From the February 1954 issue of The Christian Science Journal


The writer, on one of her travels across the North American continent, felt grateful for the many comforts one has nowadays, including spacious windows, air-conditioning, and fluorescent lights, which allow one to read even when the train passes through tunnels. She recalled how terrified she had been as a child traveling in Europe when the train was suddenly plunged into darkness as it entered a tunnel. At such times she would instinctively grope for her mother's hand, holding it tightly until the train emerged into the light again. In those days dim lighting was provided only during the nights. The writer thought how much all this resembled her human experience, the frightening dark days of sickness and sorrow in her youth and the blessed light of Christian Science which now illumines all of her experiences, even the dark testing times.

A tunnel usually cuts through an obstrucing hill or mountain and is made for the purpose of reaching some desired point in the most direct way.

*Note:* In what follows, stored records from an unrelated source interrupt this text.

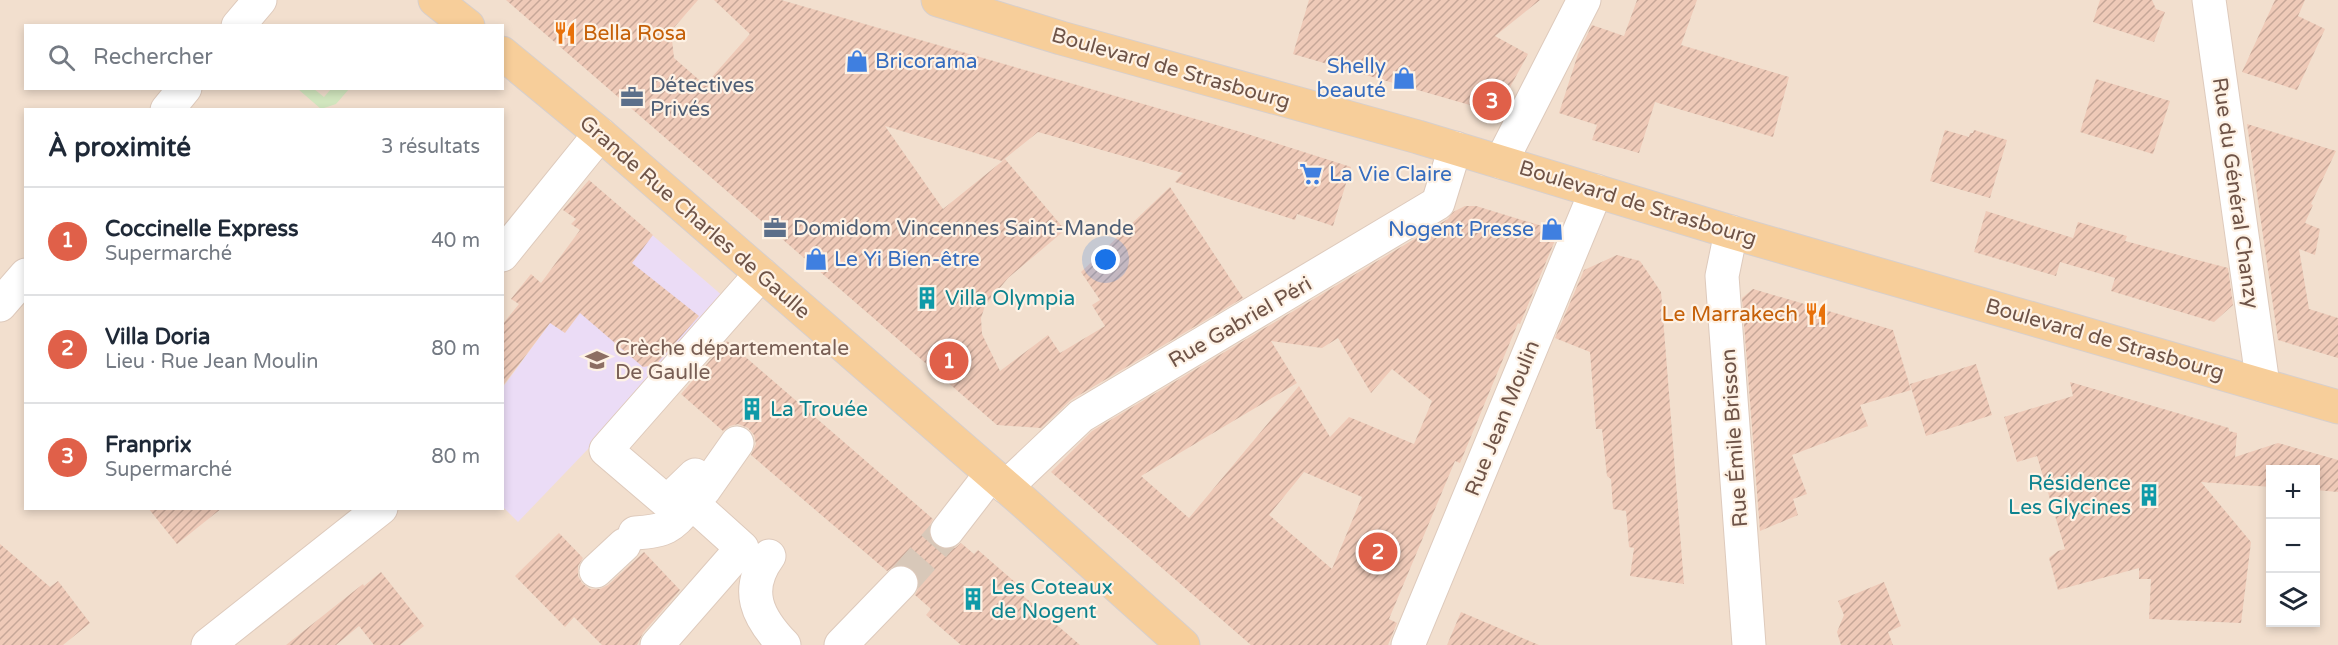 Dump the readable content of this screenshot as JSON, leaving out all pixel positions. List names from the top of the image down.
{
  "streets": {
    "main road": ["Boulevard de Strasbourg", "Grande Rue Charles de Gaulle"],
    "street": [
      "Rue du Général Chanzy",
      "Rue Gabriel Péri",
      "Rue Jean Moulin",
      "Rue Émile Brisson"
    ]
  },
  "crossings": [
    ["Boulevard de Strasbourg", "Rue du Général Chanzy"],
    ["Boulevard de Strasbourg", "Rue Gabriel Péri"],
    ["Boulevard de Strasbourg", "Rue Jean Moulin"],
    ["Boulevard de Strasbourg", "Rue Émile Brisson"],
    ["Grande Rue Charles de Gaulle", "Rue Gabriel Péri"]
  ],
  "places": {
    "restaurant": ["Bella Rosa", "Le Marrakech"],
    "shop": [
      "Bricorama",
      "Shelly beauté",
      "Nogent Presse",
      "Le Yi Bien-être"
    ],
    "office": ["Détectives Privés", "Domidom Vincennes Saint-Mande"],
    "supermarket": ["La Vie Claire"],
    "building": [
      "Villa Olympia",
      "La Trouée",
      "Résidence Les Glycines",
      "Les Coteaux de Nogent"
    ],
    "school or university": ["Crèche départementale De Gaulle"]
  },
  "page": {
    "search": "Rechercher",
    "pins": ["3", "1", "2"],
    "heading": ["À proximité", "3 résultats"],
    "list": [
      {
        "mark": "1",
        "name": "Coccinelle Express",
        "note": "Supermarché",
        "value": "40 m"
      },
      {
        "mark": "2",
        "name": "Villa Doria",
        "note": "Lieu · Rue Jean Moulin",
        "value": "80 m"
      },
      {
        "mark": "3",
        "name": "Franprix",
        "note": "Supermarché",
        "value": "80 m"
      }
    ],
    "map_buttons": ["+", "−"]
  }
}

Is not mankind continually striving to reach a desired point in the most direct way? In youth we long to obtain our education and to terminate it with success; later we seek congenial and steady work which will enable us to live in comfort and security in happy homes. But sometimes it seems as though mountains of obstruction always loom on our road when least expected, and we may find ourselves groping in the darkness of sin, sickness, sorrow, or loss of work. Perhaps a loved one is no more with us and we believe that happiness is no longer possible; or some enslaving habit or sin may defy our human efforts to overcome it. Vainly trusting in material ways and means to reach our goal, depending on drugs and hygiene for our health, on money and position for our security and welfare, we soon realize their unreliableness, and discouragement and despair darken our way. But now, thanks to the discovery and teachings of Christian Science, no one needs to remain in darkness.

Under the caption "Light and darkness," on page 215of her textbook, "Science and Health with Key to the Scriptures," Mary Baker Eddy tells us: "We are sometimes led to believe that darkness is as real as light; but Science affirms darkness to be only a mortal sense of the absence of light, at the coming of which darkness loses the appearance of reality. So sin and sorrow, disease and death, are the suppositional absence of Life, God, and flee as phantoms of error before truth and love."